2 — The reality is that the Dodgers have needed the left-hander to step up because of need.

3 — After a 10th-round knockout loss … he talked about retirement but elected to fight on and won his next four fights in a row before announcing that he was done.

Wondering where the redundancy is here? Look at the phrase “his next four fights in a row” and then ask yourself — isn’t “in a row” unnecessarily repetitive after “his next four fights”? If you’ve answered yes, I agree.

4 — A final last word for the Thunder was coming later that afternoon.

5 — The Broncos’ defense cashed in during a must-win that all the players said they had to have.

Hmm, a “must-win” that players said “they had to have” — a classic case of … yes, redundancy!

Until next time, remember to protect the football when you’re rushing on the ground.

— Bruce William Deckert 

Non Sequiturs + Other Quasi-Funny Stuff #13

03/31/2019

UNINTENTIONAL HUMOR from the journalism realm: Actual excerpts from stories published professionally on the Internet are in bold — but the all-caps headlines are mine, along with my brief commentary in non-bold.

A HISTORICALLY SMART BALLPARK

• Baseball headline:
White Sox ballpark changing name to Guaranteed Rate Field

Apparently, this is the first time in sports history that a ballpark has changed its own name … unless the following headline revision is needed — White Sox changing ballpark name to Guaranteed Rate Field

+++

THE AMAZING FEET WITH 20/20 VISION

• From a football story on a running back:
His vision and feet allow him to see holes before they develop.

Unless this running back has eyes in his feet, something is amiss with this line. Perhaps you could say it’s poetic license … but since the context is sports journalism, not Sports Poetry 101, let’s go with the less-is-more approach — His vision allows him to see holes before they develop.

+++

AIRBORNE BULLPENS

• From a baseball story:
The veteran pitchers are scheduled to throw their first official bullpens Tuesday…

However you slice it, the pitchers who are throwing these bullpens could enter the World’s Strongest Man competition.

As baseball fans know, major league bullpens are comprised of two pitcher’s mounds, two plates, a bench and the walls that enclose the large bullpen area — unless bullpen as used here refers to a team’s group of relief pitchers, seven or eight men who weigh roughly 170-200 pounds each.

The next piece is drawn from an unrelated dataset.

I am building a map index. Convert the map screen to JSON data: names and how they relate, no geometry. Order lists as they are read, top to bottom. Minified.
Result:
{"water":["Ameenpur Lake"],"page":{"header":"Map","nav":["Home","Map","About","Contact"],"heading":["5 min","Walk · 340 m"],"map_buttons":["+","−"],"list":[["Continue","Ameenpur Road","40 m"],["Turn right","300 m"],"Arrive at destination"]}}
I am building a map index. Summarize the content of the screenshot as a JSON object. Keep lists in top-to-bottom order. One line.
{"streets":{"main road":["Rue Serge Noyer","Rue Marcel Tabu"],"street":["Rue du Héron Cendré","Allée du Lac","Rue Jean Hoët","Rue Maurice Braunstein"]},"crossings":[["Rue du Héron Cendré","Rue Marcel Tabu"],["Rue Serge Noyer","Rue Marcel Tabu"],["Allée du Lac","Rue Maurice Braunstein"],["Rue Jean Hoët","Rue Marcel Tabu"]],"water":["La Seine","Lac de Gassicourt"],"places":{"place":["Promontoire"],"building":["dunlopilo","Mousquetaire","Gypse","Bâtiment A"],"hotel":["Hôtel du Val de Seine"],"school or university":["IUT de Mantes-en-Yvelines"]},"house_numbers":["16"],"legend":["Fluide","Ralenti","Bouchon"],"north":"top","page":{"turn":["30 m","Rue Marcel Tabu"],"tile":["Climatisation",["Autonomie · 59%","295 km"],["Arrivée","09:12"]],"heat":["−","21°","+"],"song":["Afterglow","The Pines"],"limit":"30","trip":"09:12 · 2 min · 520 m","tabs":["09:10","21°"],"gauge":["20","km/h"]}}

Either way, these veteran pitchers must be eating their Wheaties … wait, what’s that? You say I’m misunderstanding the meaning? OK, how would you revise the above sentence to make it clearer?

Actually, before you email me or post your thoughts, here’s my wild guess — The veteran pitchers are scheduled to throw their first official bullpen sessions Tuesday…

Is that what you were thinking too?

+++

WORST FOOTBALL DEFENSE EVER

• From a football story:
The Redskins didn’t cover or tackle in the secondary last year.

If this were actually true, how many tackles did the entire Redskins’ secondary have last year? Zero.

This is an example of a hyperbolic statement that might be voiced by an on-air analyst, but in writing it sounds absurd … to me, anyway.

So the editor in me is inclined to make this change — The Redskins had coverage and tackling issues in the secondary last year.

+++

DEPARTMENT OF REDUNDANCY DEPARTMENT

• From a baseball story:
He was scheduled to lead off and bat first … in the first of two exhibitions…

Baseball fans, help us out here — if a hitter is leading off, by definition he is batting first.

I’ll leave the edit to you.

Thanks for stopping by — and until next time, watch out for airborne bullpens.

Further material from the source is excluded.